Fish Fight Netcode Explained (part 1)


For our netcode in Fish Fight, we use a variant of deterministic lockstep called Delayed Lockstep.  It consists of a peer-to-peer architecture running a deterministic game, which requires very little bandwidth thanks to only sending input between the peers.

This video was the main inspiration for our netcode architecture:

What is described from 6:09 to 7:15 is the current state of our netcode. The video proceeds to explain the limitations of this approach and how they iterated from there to what can more accurately be called Deterministic Rollback (of which a common implementation is GGPO). That is where we are headed eventually, but we are beginning with a minimal foundation which we have a full grasp and agency over. From the intentionally naive “Player Unhappy” model we will gradually work our way towards “Player Very Happy”.

But before we go any further, let’s explain some terms and concepts.

First off, what is that makes networking games so difficult? At its core, there are two main issues: the latency (travel time) for information over the internet, and when circumventing that, ensuring that nobody can cheat while fairly integrating everyone’s input. In other words, the game must feel responsive even though it takes time for your actions to travel to the server and other players. But many of the naïve solutions to this enable players to control the game and cheat however they wish, and therefore makes the problem a whole lot more difficult. Regardless, what’s important is often not that the solution is ”correct”, but that it feels great to your players. Remember that game networking consists largely of clever tricks and smoke and mirrors, all to disguise the inherent limits of spacetime. 

Server-Client vs. Peer-to-Peer

A peer/client is someone who joins an online game session. Peers are usually a node in a peer-to-peer network (explained below) while clients are those who connect to a server. Most games these days use a server-client architecture, where clients will join a server that handles everything in the online game session, and streams necessary data to the clients. 

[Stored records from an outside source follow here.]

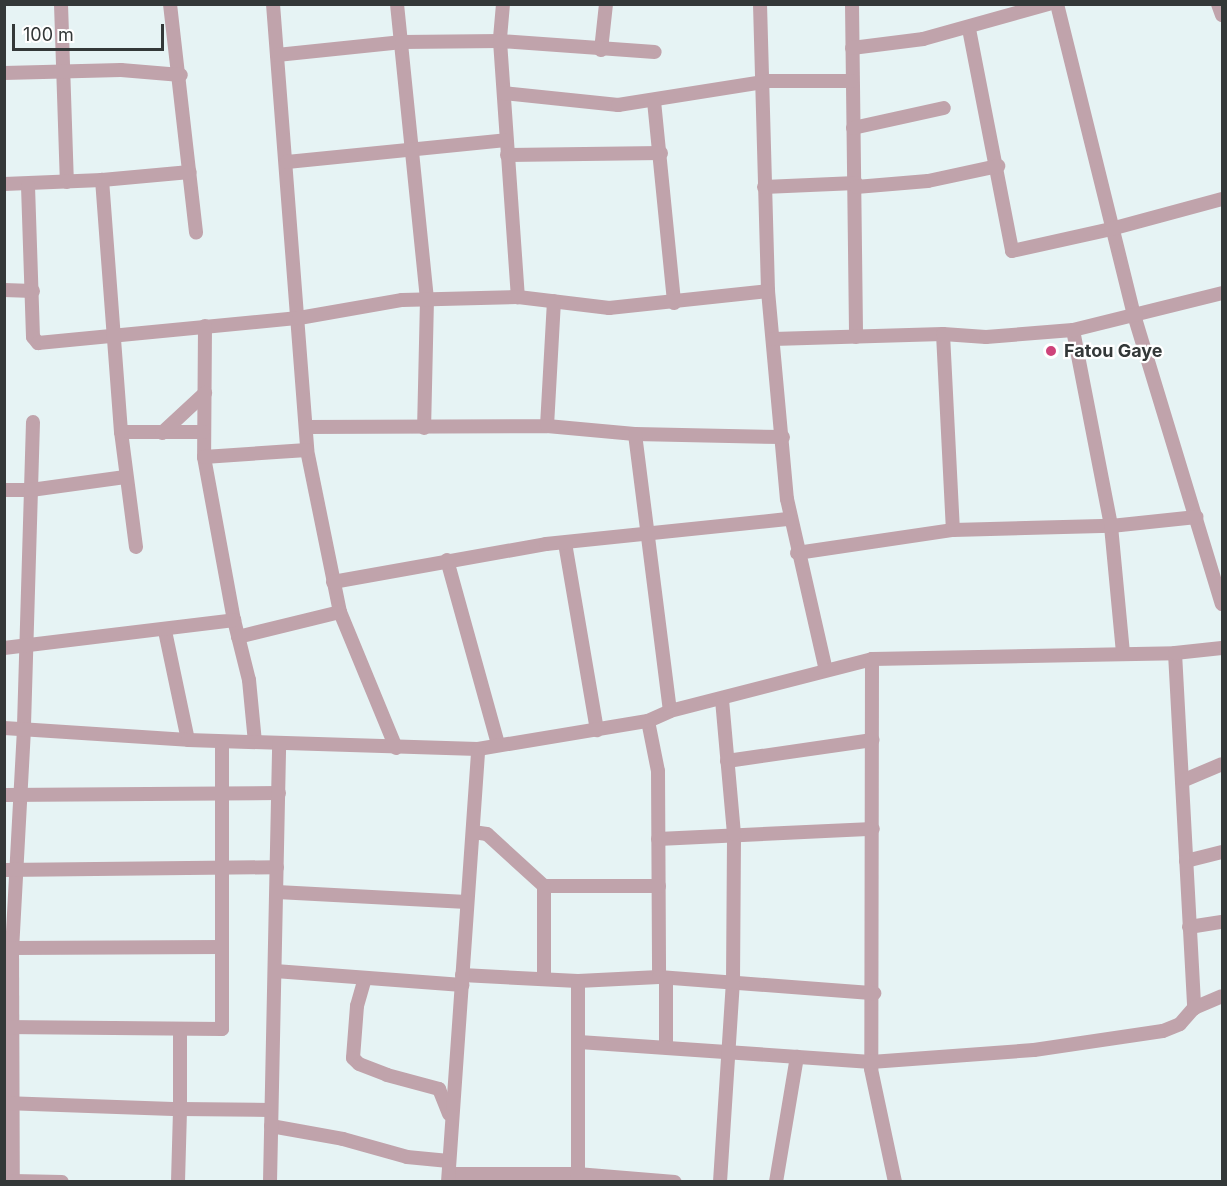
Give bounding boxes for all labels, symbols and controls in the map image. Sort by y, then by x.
scale bar [15,12,166,50]
text: 100 m [23,24,74,45]
place label: Fatou Gaye [1064,340,1163,362]
marker: Fatou Gaye [1042,342,1060,360]

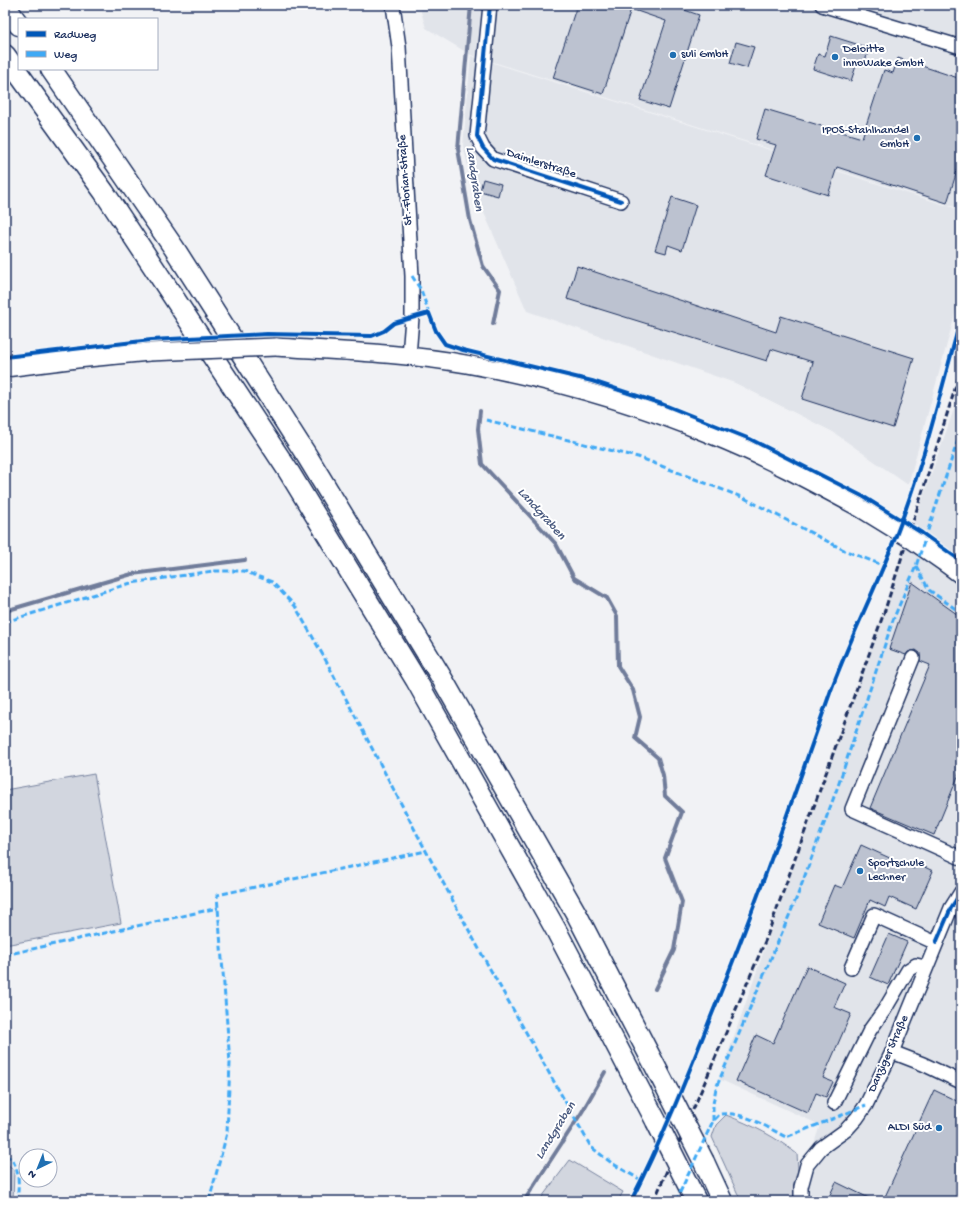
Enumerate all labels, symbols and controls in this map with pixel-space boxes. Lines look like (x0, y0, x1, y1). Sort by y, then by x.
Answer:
legend (18, 18, 158, 70)
text: Radweg (54, 29, 96, 43)
place label: Deloitte innoWake GmbH (842, 43, 924, 71)
place label: suli GmbH (681, 48, 729, 62)
text: Weg (54, 49, 77, 63)
marker: suli GmbH (668, 50, 678, 60)
marker: Deloitte innoWake GmbH (830, 52, 840, 62)
place label: IPOS-Stahlhandel GmbH (822, 124, 909, 152)
street label: St.-Florian-Straße (396, 133, 416, 226)
marker: IPOS-Stahlhandel GmbH (912, 133, 922, 143)
water label: Landgraben (462, 146, 486, 213)
street label: Daimlerstraße (503, 146, 578, 182)
water label: Landgraben (514, 485, 569, 544)
place label: Sportschule Lechner (868, 857, 925, 885)
marker: Sportschule Lechner (855, 866, 865, 876)
street label: Danziger Straße (865, 1012, 913, 1096)
water label: Landgraben (532, 1099, 580, 1162)
place label: ALDI Süd (888, 1121, 932, 1135)
marker: ALDI Süd (934, 1123, 944, 1133)
north arrow (18, 1148, 58, 1188)
text: N (26, 1167, 39, 1181)

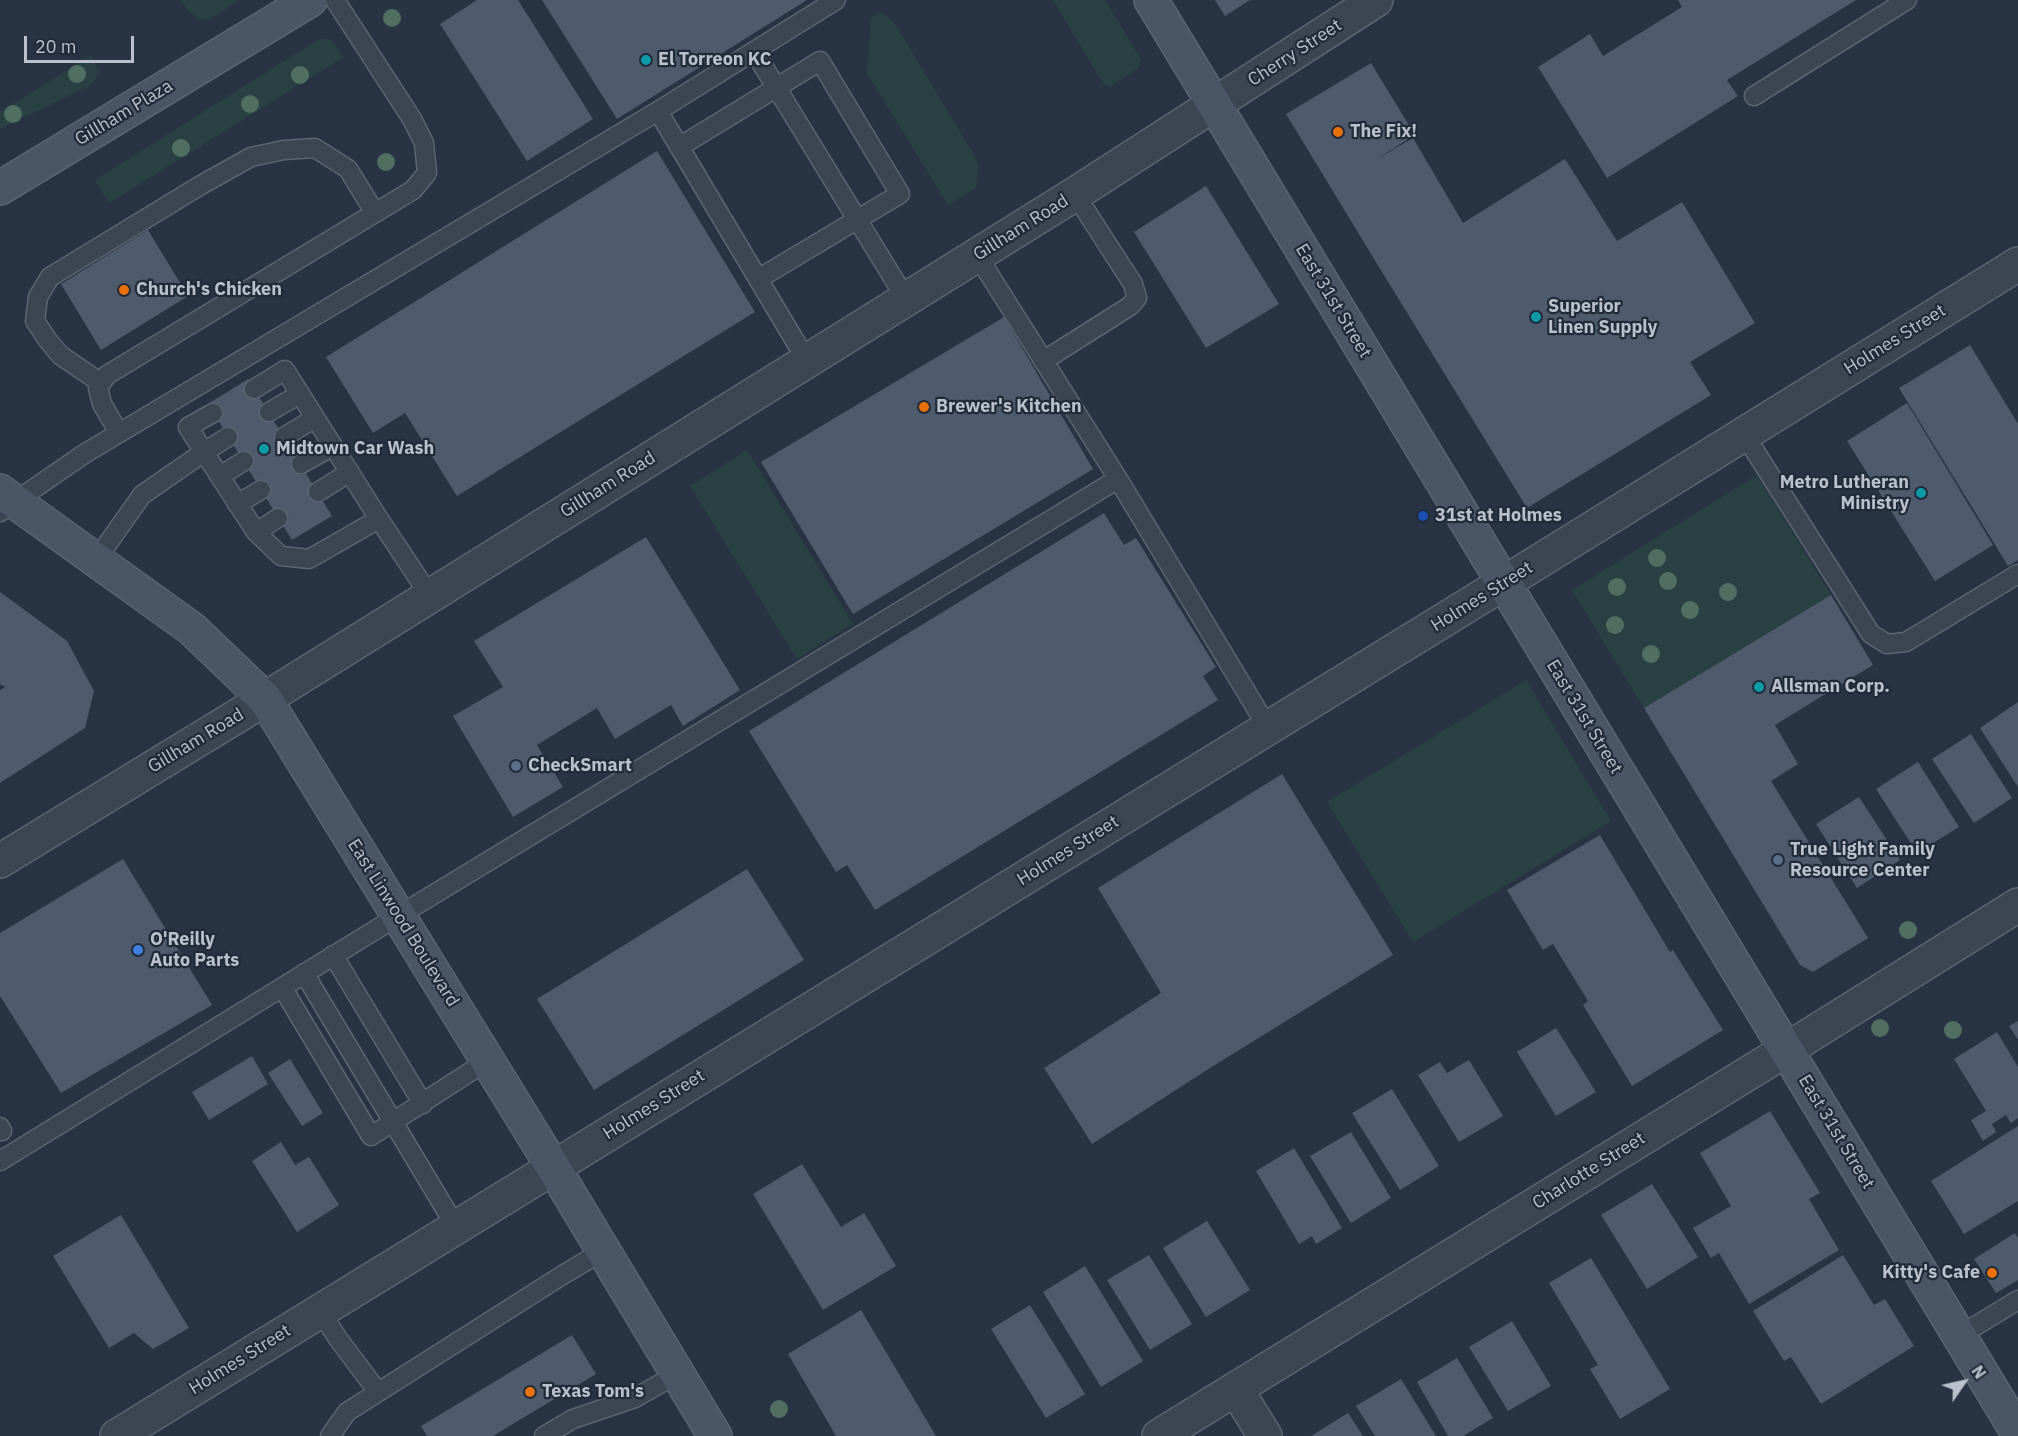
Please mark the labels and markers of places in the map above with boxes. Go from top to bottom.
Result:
place label: El Torreon KC [658,49,771,71]
marker: El Torreon KC [639,53,653,67]
place label: The Fix! [1350,121,1417,143]
marker: The Fix! [1331,125,1345,139]
place label: Church's Chicken [136,279,282,301]
marker: Church's Chicken [117,283,131,297]
place label: Superior Linen Supply [1548,296,1657,338]
marker: Superior Linen Supply [1529,310,1543,324]
place label: Brewer's Kitchen [936,396,1082,418]
marker: Brewer's Kitchen [917,400,931,414]
place label: Midtown Car Wash [276,438,434,460]
marker: Midtown Car Wash [257,442,271,456]
place label: Metro Lutheran Ministry [1780,472,1909,514]
marker: Metro Lutheran Ministry [1914,486,1928,500]
place label: 31st at Holmes [1435,505,1562,527]
marker: 31st at Holmes [1416,509,1430,523]
place label: Allsman Corp. [1771,676,1890,698]
marker: Allsman Corp. [1752,680,1766,694]
place label: CheckSmart [528,755,632,777]
marker: CheckSmart [509,759,523,773]
place label: True Light Family Resource Center [1790,839,1935,882]
marker: True Light Family Resource Center [1771,853,1785,867]
place label: O'Reilly Auto Parts [150,929,239,972]
marker: O'Reilly Auto Parts [131,943,145,957]
place label: Kitty's Cafe [1882,1262,1980,1284]
marker: Kitty's Cafe [1985,1266,1999,1280]
place label: Texas Tom's [542,1381,644,1403]
marker: Texas Tom's [523,1385,537,1399]

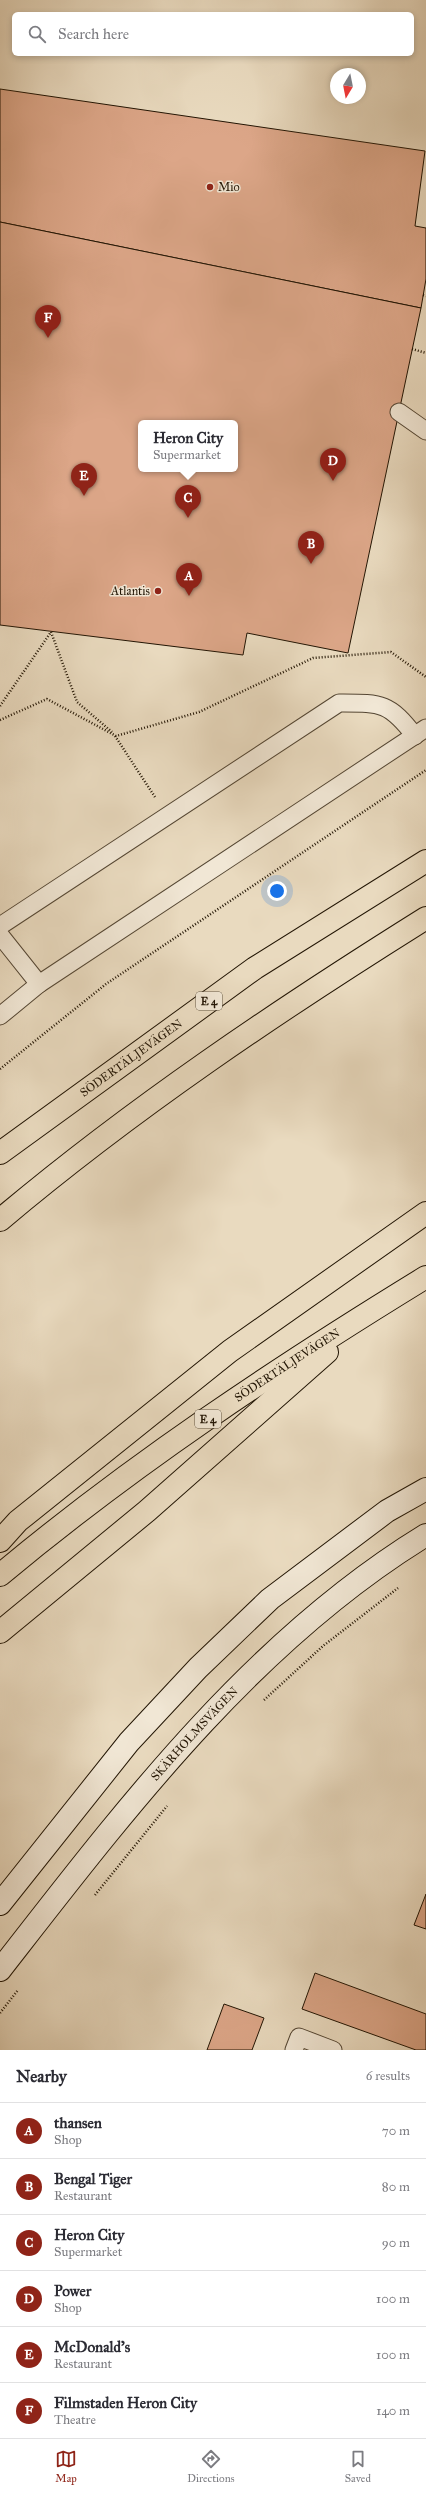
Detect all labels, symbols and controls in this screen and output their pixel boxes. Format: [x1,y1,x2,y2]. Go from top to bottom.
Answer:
search box [12,12,414,56]
icon: search [26,23,48,45]
text: Search here [58,25,129,43]
north arrow [330,68,366,104]
place label: Mio [218,180,240,194]
marker: Mio [205,182,215,192]
pin: F [35,305,61,338]
popup [138,420,238,472]
text: Heron City [153,429,223,447]
text: Supermarket [153,447,221,463]
pin: D [320,448,346,481]
pin: E [71,463,97,496]
pin: C [175,485,201,518]
pin: B [298,531,324,564]
pin: A [176,563,202,596]
place label: Atlantis [110,584,150,598]
marker: Atlantis [153,586,163,596]
your location [267,881,287,901]
road number: E 4 [196,992,222,1010]
street label: SÖDERTÄLJEVÄGEN [77,1016,185,1100]
street label: SÖDERTÄLJEVÄGEN [232,1325,343,1405]
road number: E 4 [195,1410,221,1428]
street label: SKÄRHOLMSVÄGEN [148,1684,241,1784]
text: Nearby [16,2066,67,2087]
text: 6 results [366,2068,410,2084]
text: thansen [54,2114,102,2132]
text: A [25,2123,33,2139]
text: 70 m [382,2123,410,2139]
text: Shop [54,2132,82,2148]
text: Bengal Tiger [54,2170,132,2188]
text: B [25,2179,33,2195]
text: 80 m [382,2179,410,2195]
text: Restaurant [54,2188,112,2204]
text: Heron City [54,2226,124,2244]
text: C [25,2235,33,2251]
text: 90 m [382,2235,410,2251]
text: Supermarket [54,2244,122,2260]
text: Power [54,2282,91,2300]
text: D [24,2291,34,2307]
text: 100 m [376,2291,410,2307]
text: Shop [54,2300,82,2316]
text: McDonald's [54,2338,130,2356]
text: E [24,2347,34,2363]
text: 100 m [376,2347,410,2363]
text: Restaurant [54,2356,112,2372]
text: Filmstaden Heron City [54,2394,197,2412]
text: F [25,2403,33,2419]
text: 140 m [376,2403,410,2419]
text: Theatre [54,2412,96,2428]
tab: Map [55,2448,77,2485]
tab: Directions [187,2448,235,2485]
tab: Saved [345,2448,371,2485]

However, this isn’t the only way of handling things. Indeed, before the server-client architecture became commonplace, there was the peer-to-peer (P2P) architecture. What that means is that instead of relying on an authoritative server to tell the clients what’s happening, the peers instead tell EACH OTHER what is happening. This works well on a small scale, but because any one peer has to send out data to every single other peer, the required bandwidth scales linearly as more players join. For this reason most games just use the server-client system for anything more than 6-8 players. However, for a game like Fish Fight which will only have 2-4 players in any one given match, a peer-to-peer system works just fine. 

Using a P2P model has several benefits. First and foremost, there’s no need to pay for hosting. For a small project like Fish Fight, with a relatively simple simulation, that cost would likely be low. But there’s a plethora of problems that must be addressed: while small that cost isn’t zero and still has to be paid somehow, and if the game gets immensely popular the price will quickly skyrocket. And then you must also write a load distribution system, and get DDOS protection, the list goes on. A peer-to-peer architecture offloads all the costs to the players, who are in any case already running the simulation. This also means that you don’t need to maintain two separate client and server codebases, that must exactly line up in behaviour. Peer-to-peer might even offer lower latency, since the packets don’t have to go back and forth through a server.

As such, making a peer-to-peer game makes sense on FishFight's scale. However, any one who wants to make an online multiplayer game MUST understand that every multiplayer solution is specialised to your use case. The server-client architecture has many other benefits, mainly scalability but also for instance, in FishFight there is no persistent state or complex systems that must always be online. The ”servers” in P2P go offline as soon as a player quits, and therefore don’t support any always-online mechanics. Hosting your servers externally also means your players don’t need to worry about port forwarding, NAT punching or any of the likes to get past home firewalls.

Now, for some vocabulary:

The Authority is whoever decides what is true, and can overwrite anyone else’s state. The authority isn’t necessarily one party, but rather authority is held over singular objects or values. For example, a player might hold authority over a ball they are kicking, so they don’t have to ask the server for confirmation before each interaction resulting in a snappier experience. This isn’t exactly applicable in a lockstep P2P architecture, but is foundational for client-servers so you’ll likely see the term if you ever read anything about networking. In those cases the server is almost always the authority, so the players can’t cheat.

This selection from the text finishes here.